La Salvadoreña is a highlight of the Vinton Business District thanks to the determination of Blanca Tenorio

Blanca Tenorio remembers when she arrived from El Salvador like it was yesterday way back on January 2006: “I was studying engineering at the Universidad Nacional de San Miguel, but my whole family was already here, so I started to feel lonely.”

When she arrived in the United States, Tenorio began to work at restaurants because her relatives own three: “One day I thought ‘I won’t be a waitress my whole life,’ so I began to fight to have something of my own.”

By chasing that dream, four years ago the young curly haired woman with light-colored eyes bought La Salvadoreña restaurant: “I had started as an entrepreneur with my store Blanca’s Boutique where I sold perfumes and clothing, but this one was a big challenge.” With the support of her mother who takes care of her kids, a five-year-old boy and a two-year-old girl, Tenorio opens her fine establishment every day and offers food and dishes from her country, as well as from Honduras and Mexico. “If clients let me know in advance, I can also prepare some dishes from Guatemala.”

Her husband, who works in the construction business, takes care of purchasing most of the ingredients, while Tenorio, with the help of four women who include her sister and niece, tend to diners – most of which are from Central America: “We have specials on every day. For example, on Mondays and Thursdays we have pupusas from El Salvador which cost only a dollar, and on Tuesdays, we have baleada from Honduras. Wednesdays we have several types of Mexican tacos.”

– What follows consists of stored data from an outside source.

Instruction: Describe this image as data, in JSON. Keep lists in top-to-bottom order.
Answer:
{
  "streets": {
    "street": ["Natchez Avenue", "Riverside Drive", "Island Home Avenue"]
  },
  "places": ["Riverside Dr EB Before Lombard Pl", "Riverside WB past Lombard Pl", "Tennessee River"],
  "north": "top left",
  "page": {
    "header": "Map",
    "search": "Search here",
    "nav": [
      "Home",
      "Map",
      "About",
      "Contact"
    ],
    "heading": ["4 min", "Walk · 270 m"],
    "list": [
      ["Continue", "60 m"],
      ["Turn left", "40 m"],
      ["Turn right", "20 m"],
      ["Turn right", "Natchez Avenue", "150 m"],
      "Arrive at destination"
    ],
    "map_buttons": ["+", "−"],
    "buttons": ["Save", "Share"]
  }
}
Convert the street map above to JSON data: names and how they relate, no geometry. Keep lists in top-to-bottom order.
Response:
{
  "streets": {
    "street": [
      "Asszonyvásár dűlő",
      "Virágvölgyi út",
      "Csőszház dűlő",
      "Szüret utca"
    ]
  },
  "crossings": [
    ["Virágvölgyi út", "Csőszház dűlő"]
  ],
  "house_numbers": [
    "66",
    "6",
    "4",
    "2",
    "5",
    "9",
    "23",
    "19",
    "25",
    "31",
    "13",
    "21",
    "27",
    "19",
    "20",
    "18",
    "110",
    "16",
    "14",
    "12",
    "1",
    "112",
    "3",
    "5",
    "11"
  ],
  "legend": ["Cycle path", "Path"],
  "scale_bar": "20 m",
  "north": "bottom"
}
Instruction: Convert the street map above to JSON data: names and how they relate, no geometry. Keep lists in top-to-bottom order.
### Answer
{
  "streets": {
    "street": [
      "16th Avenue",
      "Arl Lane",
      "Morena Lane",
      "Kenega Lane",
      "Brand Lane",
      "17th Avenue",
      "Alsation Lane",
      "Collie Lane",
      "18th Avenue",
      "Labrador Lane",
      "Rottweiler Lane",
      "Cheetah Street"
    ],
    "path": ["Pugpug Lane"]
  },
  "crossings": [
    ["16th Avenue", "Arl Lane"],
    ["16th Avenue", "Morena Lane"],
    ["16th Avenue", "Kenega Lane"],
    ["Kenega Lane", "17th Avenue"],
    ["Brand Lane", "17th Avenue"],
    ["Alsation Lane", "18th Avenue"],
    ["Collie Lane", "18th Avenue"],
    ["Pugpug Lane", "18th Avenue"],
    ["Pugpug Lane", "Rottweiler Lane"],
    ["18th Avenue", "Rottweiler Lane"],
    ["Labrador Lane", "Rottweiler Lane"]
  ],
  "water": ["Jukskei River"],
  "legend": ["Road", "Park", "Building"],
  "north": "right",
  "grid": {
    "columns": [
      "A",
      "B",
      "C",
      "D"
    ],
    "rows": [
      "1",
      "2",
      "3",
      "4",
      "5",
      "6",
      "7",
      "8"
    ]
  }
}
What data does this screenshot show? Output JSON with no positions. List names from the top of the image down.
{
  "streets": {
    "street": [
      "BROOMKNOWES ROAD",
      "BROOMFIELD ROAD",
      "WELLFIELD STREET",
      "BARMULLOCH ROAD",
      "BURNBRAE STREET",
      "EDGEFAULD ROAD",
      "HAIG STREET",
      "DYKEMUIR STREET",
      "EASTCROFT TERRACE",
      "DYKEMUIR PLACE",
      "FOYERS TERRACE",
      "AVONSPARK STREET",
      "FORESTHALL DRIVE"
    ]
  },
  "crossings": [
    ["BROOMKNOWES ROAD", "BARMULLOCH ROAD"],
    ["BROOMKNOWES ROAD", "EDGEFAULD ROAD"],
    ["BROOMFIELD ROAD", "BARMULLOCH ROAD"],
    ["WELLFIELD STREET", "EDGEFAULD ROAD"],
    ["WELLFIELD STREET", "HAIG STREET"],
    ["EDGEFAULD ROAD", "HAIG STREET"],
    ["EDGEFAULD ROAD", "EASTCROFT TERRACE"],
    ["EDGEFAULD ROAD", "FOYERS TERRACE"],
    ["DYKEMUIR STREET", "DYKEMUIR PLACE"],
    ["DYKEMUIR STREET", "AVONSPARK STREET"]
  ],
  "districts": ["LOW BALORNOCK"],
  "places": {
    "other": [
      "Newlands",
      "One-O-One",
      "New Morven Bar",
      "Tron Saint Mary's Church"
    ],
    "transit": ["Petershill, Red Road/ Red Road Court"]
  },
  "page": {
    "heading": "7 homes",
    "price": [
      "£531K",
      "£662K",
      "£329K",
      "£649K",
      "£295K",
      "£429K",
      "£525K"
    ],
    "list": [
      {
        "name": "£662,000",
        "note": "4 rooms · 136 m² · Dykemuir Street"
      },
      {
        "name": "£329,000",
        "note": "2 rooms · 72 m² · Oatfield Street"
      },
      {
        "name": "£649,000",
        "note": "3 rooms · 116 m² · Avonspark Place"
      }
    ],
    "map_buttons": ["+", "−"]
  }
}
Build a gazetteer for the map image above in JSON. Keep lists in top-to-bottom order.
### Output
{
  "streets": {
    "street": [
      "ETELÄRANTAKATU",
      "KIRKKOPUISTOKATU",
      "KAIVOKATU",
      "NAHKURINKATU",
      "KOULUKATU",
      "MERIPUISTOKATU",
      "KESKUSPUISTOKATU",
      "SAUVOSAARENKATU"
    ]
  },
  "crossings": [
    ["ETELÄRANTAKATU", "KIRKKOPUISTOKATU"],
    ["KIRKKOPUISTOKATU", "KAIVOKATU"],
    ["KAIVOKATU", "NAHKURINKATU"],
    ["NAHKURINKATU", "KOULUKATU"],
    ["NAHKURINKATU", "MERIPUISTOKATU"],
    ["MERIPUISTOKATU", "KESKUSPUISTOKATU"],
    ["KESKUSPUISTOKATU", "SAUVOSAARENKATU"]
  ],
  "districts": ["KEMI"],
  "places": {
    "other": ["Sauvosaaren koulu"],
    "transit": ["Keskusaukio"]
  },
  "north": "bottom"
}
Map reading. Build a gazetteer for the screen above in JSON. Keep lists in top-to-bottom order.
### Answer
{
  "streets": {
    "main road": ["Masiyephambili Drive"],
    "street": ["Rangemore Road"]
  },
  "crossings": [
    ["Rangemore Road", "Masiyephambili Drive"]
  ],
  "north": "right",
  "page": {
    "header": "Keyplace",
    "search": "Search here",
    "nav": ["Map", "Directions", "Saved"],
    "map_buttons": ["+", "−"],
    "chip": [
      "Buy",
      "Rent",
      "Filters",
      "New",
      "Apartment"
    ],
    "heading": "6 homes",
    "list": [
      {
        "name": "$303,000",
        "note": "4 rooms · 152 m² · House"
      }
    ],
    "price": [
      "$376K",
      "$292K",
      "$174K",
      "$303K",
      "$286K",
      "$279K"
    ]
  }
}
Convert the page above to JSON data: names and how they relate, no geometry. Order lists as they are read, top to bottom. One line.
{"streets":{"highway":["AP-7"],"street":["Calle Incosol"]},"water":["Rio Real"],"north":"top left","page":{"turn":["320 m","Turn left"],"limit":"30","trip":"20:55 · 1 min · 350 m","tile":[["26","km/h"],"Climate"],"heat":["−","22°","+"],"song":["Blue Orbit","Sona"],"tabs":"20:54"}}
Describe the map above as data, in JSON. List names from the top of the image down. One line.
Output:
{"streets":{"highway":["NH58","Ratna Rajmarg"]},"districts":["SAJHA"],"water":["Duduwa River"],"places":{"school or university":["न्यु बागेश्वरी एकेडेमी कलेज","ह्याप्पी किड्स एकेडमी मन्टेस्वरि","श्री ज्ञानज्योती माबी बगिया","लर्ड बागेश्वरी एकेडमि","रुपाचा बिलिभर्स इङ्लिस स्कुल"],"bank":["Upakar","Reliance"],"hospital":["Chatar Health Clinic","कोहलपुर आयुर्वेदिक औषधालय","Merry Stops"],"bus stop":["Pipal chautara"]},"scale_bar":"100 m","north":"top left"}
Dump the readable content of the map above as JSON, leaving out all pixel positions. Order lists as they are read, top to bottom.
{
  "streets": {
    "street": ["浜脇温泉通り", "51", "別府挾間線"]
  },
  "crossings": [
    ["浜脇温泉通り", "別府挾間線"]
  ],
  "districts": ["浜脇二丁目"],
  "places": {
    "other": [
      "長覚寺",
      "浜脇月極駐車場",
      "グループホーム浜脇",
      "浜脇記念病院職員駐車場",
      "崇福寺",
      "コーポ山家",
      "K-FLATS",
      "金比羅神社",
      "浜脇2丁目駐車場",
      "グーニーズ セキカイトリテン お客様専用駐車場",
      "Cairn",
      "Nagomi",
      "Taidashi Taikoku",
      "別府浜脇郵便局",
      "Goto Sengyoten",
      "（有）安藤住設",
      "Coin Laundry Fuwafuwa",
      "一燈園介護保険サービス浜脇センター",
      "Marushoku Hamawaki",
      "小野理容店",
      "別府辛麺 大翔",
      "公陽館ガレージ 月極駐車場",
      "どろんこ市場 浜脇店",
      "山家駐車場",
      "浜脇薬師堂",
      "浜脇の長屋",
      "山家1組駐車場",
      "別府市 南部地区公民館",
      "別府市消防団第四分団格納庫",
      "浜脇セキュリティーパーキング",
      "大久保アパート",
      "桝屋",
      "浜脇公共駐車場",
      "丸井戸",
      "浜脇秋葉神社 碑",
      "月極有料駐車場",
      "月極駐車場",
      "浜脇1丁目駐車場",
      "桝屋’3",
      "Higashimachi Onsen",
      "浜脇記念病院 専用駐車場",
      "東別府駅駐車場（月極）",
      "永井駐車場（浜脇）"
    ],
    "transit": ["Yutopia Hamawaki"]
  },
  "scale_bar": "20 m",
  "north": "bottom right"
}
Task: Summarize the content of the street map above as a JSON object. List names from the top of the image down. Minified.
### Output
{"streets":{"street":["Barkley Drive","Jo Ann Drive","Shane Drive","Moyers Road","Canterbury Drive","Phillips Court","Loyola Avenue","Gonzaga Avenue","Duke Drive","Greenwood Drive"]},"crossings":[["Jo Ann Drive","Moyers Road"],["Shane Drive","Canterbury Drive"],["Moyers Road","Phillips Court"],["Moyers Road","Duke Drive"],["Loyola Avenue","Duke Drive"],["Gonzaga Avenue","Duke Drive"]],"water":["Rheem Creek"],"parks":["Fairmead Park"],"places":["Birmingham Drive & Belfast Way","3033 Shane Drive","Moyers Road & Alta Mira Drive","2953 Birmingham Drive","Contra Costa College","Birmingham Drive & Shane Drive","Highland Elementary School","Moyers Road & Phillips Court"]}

Along with having a menu with affordable prices, Tenorio works hard so that each of its specialties is reflected in its unique home-style flavor: “I love to make caldos, especially with seafood. I can make a seafood tapado from Honduras, which is similar to a dish from El Salvador, or a siete mares caldo from Mexico, with a lot of chile, of course.”

On top of seafood based dishes, empanadas, cakes and fried banana with cream and cheese with fried beans from El Salvador are some of the favorite dishes that Latino families order at La Salvadoreña: “I even make pupusas with rice flour which are very good and that not many people know about.”

Tenorio, always more than happy to share her incomparable seasoning, is thrilled about the important renovations for her restaurant. “Vinton Street is not as popular as 24th Street, but nowadays there are many businesses from 20th to 13th St, so there’s a lot of support. Thanks to Marta Sonia (Londoño, MLCDC) and Mabel (Alarcon, Microbusinesses Program at Catholic Charities) a project I presented has been approved, and we got a grant for it, so it is only a matter of time before we can get started and work on making the restaurant even prettier.”

And even though it is not easy being an entrepreneur when you’re a mother and wife, Tenorio is not one to give up. “Every day is a victory.”